#### [Available records]

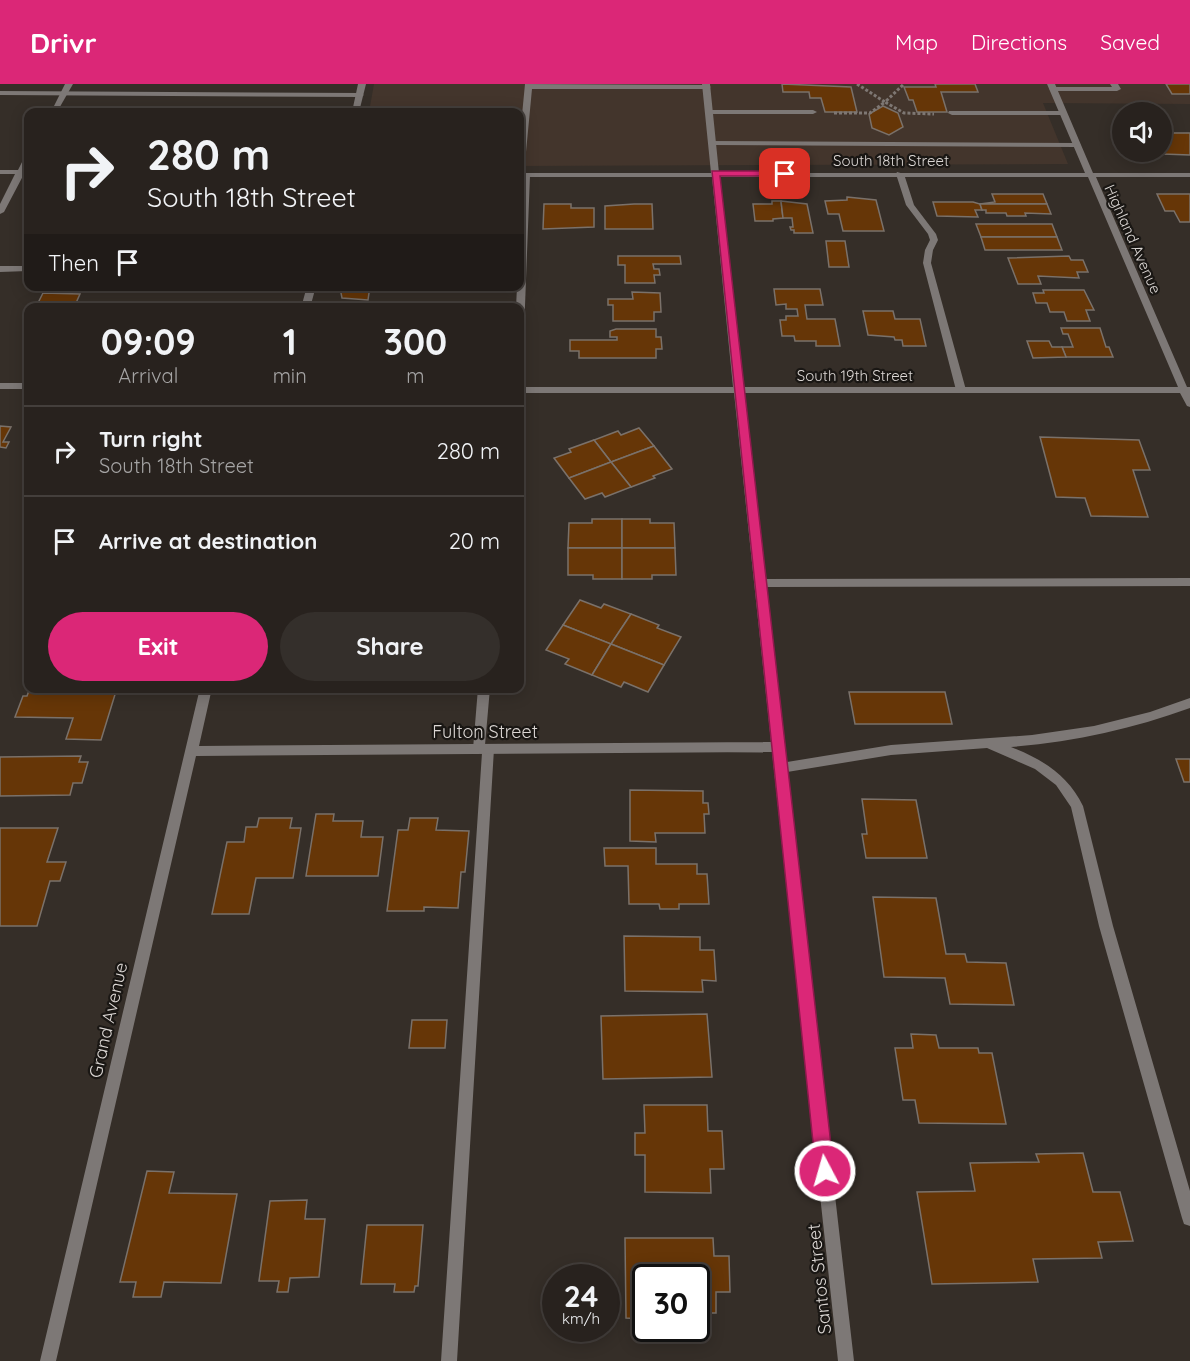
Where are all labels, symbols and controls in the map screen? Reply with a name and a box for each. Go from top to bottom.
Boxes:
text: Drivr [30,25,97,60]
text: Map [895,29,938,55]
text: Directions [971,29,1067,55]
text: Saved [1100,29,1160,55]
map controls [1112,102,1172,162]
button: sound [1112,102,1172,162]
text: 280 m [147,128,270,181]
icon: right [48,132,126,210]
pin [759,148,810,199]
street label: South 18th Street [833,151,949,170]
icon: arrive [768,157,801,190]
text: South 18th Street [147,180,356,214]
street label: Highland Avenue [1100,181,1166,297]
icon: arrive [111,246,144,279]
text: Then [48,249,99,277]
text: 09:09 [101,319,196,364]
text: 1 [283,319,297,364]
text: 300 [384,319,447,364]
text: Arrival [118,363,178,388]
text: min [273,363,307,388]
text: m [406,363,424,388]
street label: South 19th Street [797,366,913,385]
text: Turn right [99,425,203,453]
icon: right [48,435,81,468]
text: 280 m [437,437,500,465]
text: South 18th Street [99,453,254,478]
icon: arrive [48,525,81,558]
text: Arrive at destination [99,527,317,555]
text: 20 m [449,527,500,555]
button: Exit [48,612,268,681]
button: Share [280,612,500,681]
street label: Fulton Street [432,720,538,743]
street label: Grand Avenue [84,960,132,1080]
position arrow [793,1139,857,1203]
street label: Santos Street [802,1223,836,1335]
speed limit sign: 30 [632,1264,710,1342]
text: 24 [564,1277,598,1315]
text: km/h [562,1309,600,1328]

#### [Problem to solve]
Count the lines in the listing above that contain the string "controls", and give only the count.

#### [Result of the task]
2